C'est pourquoi, note Paul Garde (Histoire de la littérature
russe. L'époque de Pouchkine et Gogol), à la fin
du XVIIIe siècle comme au début du XIXe, [la société
aristocratique russe] avait recours habituellement à un troisième
idiome, le français, alors langue universelle utilisée
par toutes les élites européennes et qu'elle jugeait
seule propre à exprimer ses idées et son mode de vie,
l'un et l'autre empruntés à l'Occident". L'histoire
de la langue et de la littérature russe présente un
intérêt considérable pour les langues et littératures
africaines en formation. La langue russe était méprisée
par ...les Russes eux-mêmes. En 1802, l'historien Karamzine
dénonça cette situation et s'evertua à démontrer
la richesse de sa langue maternelle :
<<Laissons
nos aimables dames affirmer que la langue russe est grossière
et inexpressive; que des mots français comme charmant
et séduisant, expansion et vapeurs,
y sont intraduisibles (...) Notre langue est parfaitement capable
d'exprimer non seulement la haute éloquence, mais aussi la
tendre simplicité>>.
Puis
s'interrogeant dans un autre article sur le faible taux d'écrivains
de talent dans son pays, il donna les conseils suivants aux future
écrivains :
<<Un
Russe qui prétend devenir écrivain, et que les livres
ne satisfont pas, doit les former et écouter les conversations
autour de lui, s'il veut mieux connaître sa langue. Mais ici
nouveau malheur : dans les vieilles maisons on parle surtout le
français. Alors que peut faire notre écrivain? Inventer
des expressions, en fabriquer>>.
Ces
conseils ne tombèrent pas dans des oreilles de sourds. Pouchkine
qui avait grandi en apprenant d'abord le français allait
pourtant devenir le fondateur de la langue littéraire russe.

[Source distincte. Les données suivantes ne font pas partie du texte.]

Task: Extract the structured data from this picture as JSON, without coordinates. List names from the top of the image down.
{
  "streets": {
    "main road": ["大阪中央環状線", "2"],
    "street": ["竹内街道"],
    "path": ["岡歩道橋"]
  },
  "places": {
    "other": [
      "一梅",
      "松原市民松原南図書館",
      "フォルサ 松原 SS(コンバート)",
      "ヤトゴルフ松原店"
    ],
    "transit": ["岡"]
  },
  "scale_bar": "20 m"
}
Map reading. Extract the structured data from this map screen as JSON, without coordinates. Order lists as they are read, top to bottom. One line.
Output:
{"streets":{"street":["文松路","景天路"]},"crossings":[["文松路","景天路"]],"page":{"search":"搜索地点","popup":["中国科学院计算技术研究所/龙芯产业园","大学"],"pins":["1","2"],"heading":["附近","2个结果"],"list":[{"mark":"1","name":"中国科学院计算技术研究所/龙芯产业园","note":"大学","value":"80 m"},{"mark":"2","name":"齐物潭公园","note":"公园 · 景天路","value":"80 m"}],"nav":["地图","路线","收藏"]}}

Il écoutait sa grand-mère, sa nourrice, les paysans
dans les campagnes parler le russe pour enrichir son lexique. Il
inventait, fabriquait les mots ou les formait à l'aide de
mots étrangers. Et la langue littéraire russe moderne
fut.
En
cette fin de XXe siècle, les langues africaines - excepté
le remarquable exemple du kikuyu avec Ngugi Wa Thiong'o (Diogène
n°184) - sont toujours à la recherche de leurs Pouchkines.

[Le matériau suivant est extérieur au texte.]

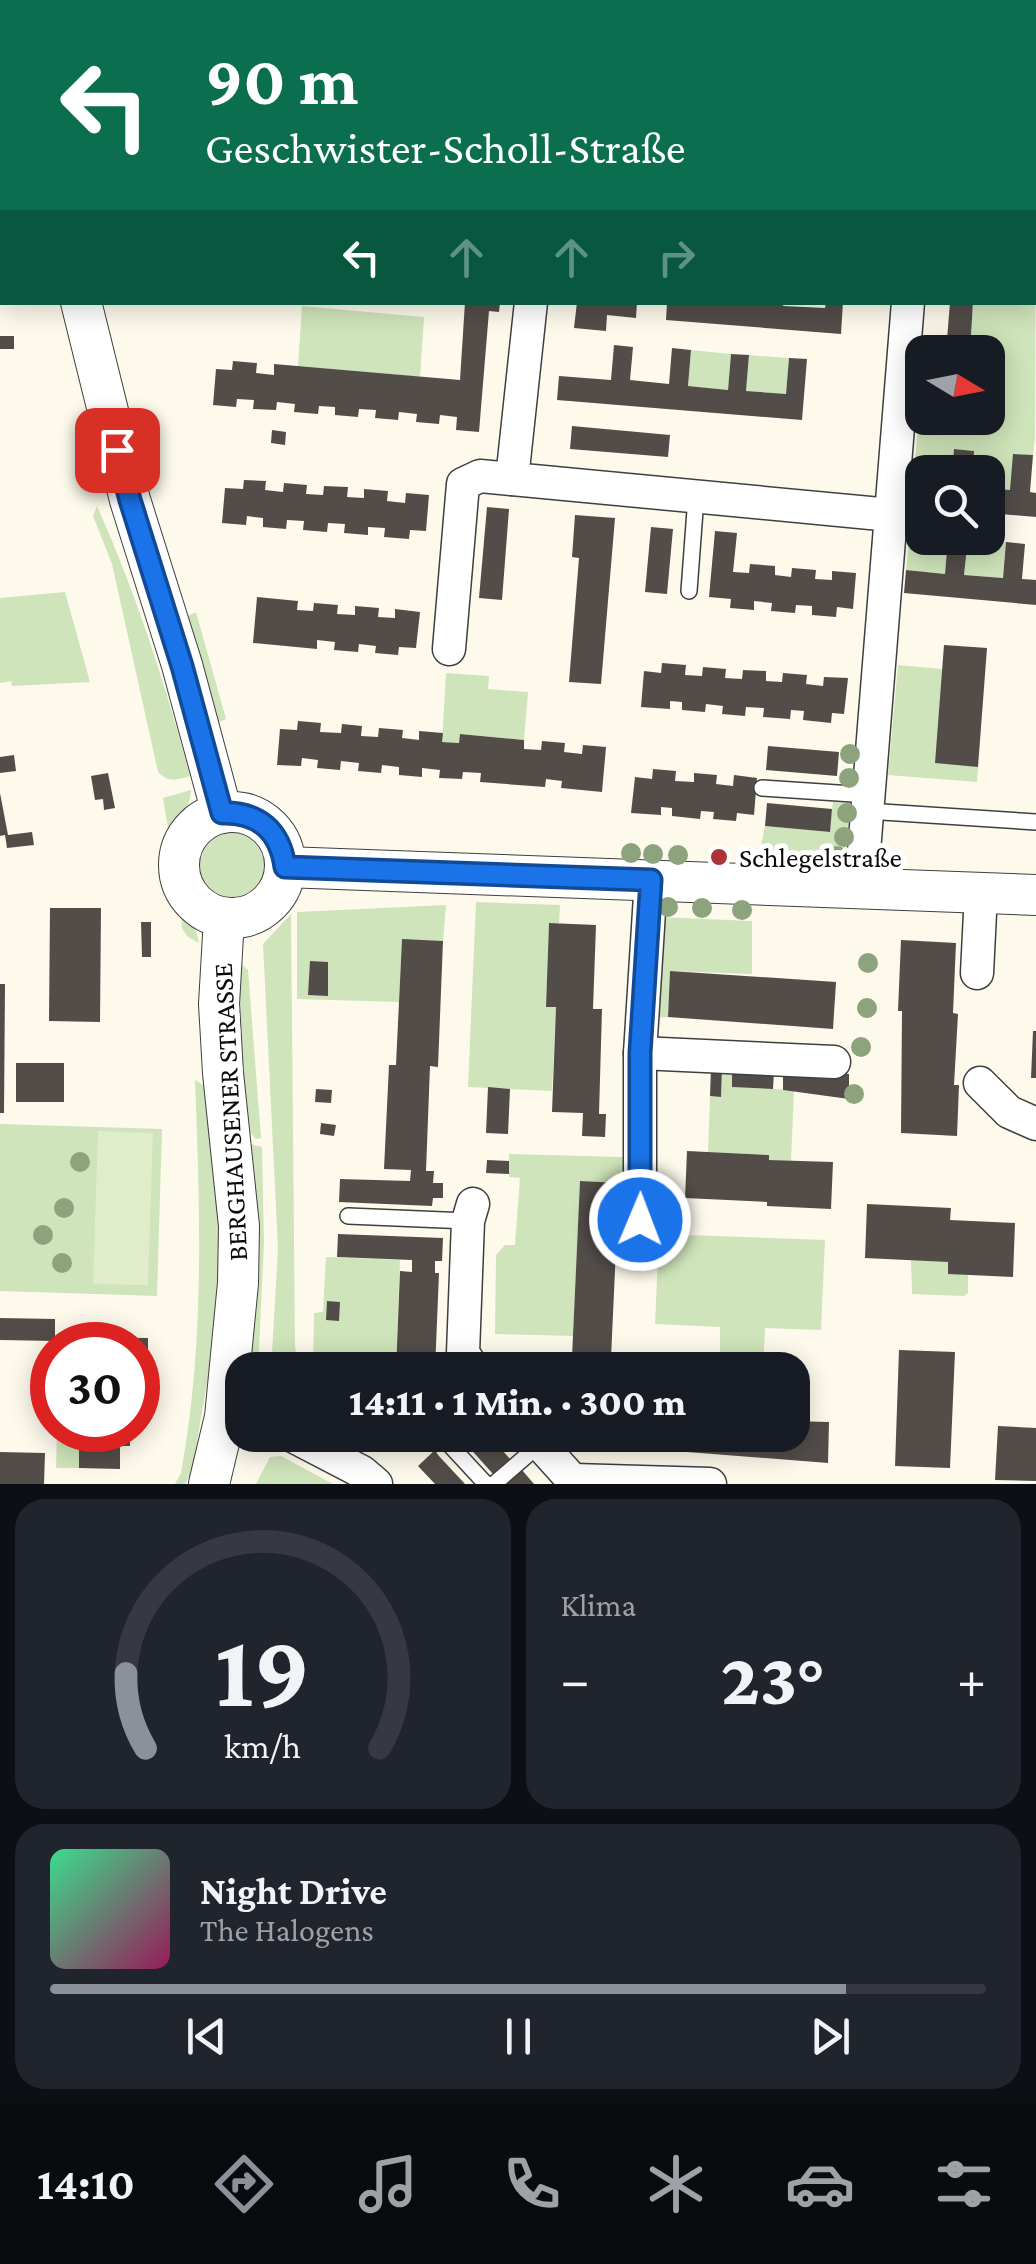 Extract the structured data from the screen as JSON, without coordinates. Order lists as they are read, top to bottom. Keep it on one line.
{"streets":{"street":["BERGHAUSENER STRASSE"]},"places":["Schlegelstraße"],"north":"right","page":{"turn":["90 m","Geschwister-Scholl-Straße"],"limit":"30","trip":"14:11 · 1 Min. · 300 m","tile":"Klima","heat":["−","23°","+"],"song":["Night Drive","The Halogens"],"tabs":"14:10","gauge":["19","km/h"]}}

Puisse cette célébration du Bicentenaire de la naissance
du poète et génie national russe, Pouchkine, marquer
une nouvelle étape dans l'histoire des littératures
africaines.
Cet
ouvrage n'aurait pas pu voir le jour sans la ferme détermination
de Mme Christiane Diop directrice de la revue Présence
Africaine. L'intérêt de la revue et de la maison
d'édition du même nom pour la Russie ne date pas d'aujourd'hui.

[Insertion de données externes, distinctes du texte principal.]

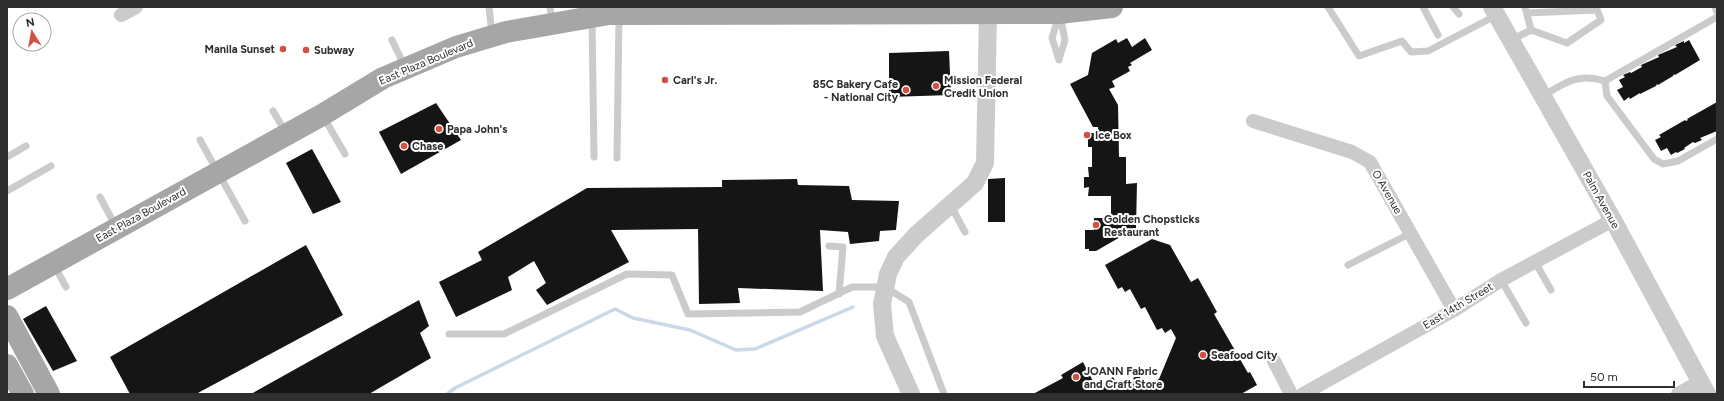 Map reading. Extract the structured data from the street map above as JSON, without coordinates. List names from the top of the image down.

Déjà en 1961, Présence Africaine publiait
un livre sur les Etudes africaines en Russie. Dans les colonnes
de la revue, plusieurs africanistes russes eurent l'opportunité
de publier leurs travaux au fil des années. Quelques auteurs
de la maison d'édition, spécialisée dans la
littérature africaine, furent traduits et publiés
en russe.
En
1996, la publication de ma biographie d'Abraham Hanibal par Présence
Africaine allait dans le droit fil de la ligne éditoriale
de cet éditeur qui tenait ainsi à souligner que l'Afrique
était aussi présente en Russie. Abraham Hanibal,
l'aïeul noir de Pouchkine, vient d'être traduit et
publié en Russie aux Editions Molodaïa Guardia
de Moscou.
Je
remercie très sincèrement tous ceux qui ont collaboré
à la préparation de cet ouvrage, en particulier, Lucie
N'Kaké, Janis Mayes, Andrei, A. Blakely, L. Golden, W. Girardin,
C. Fioupou, F. Balogoun, M. Claxton, M-O Boyer, R. Agonsè,
B. Touré, D. Sègla et tous que je ne peux nommer ici.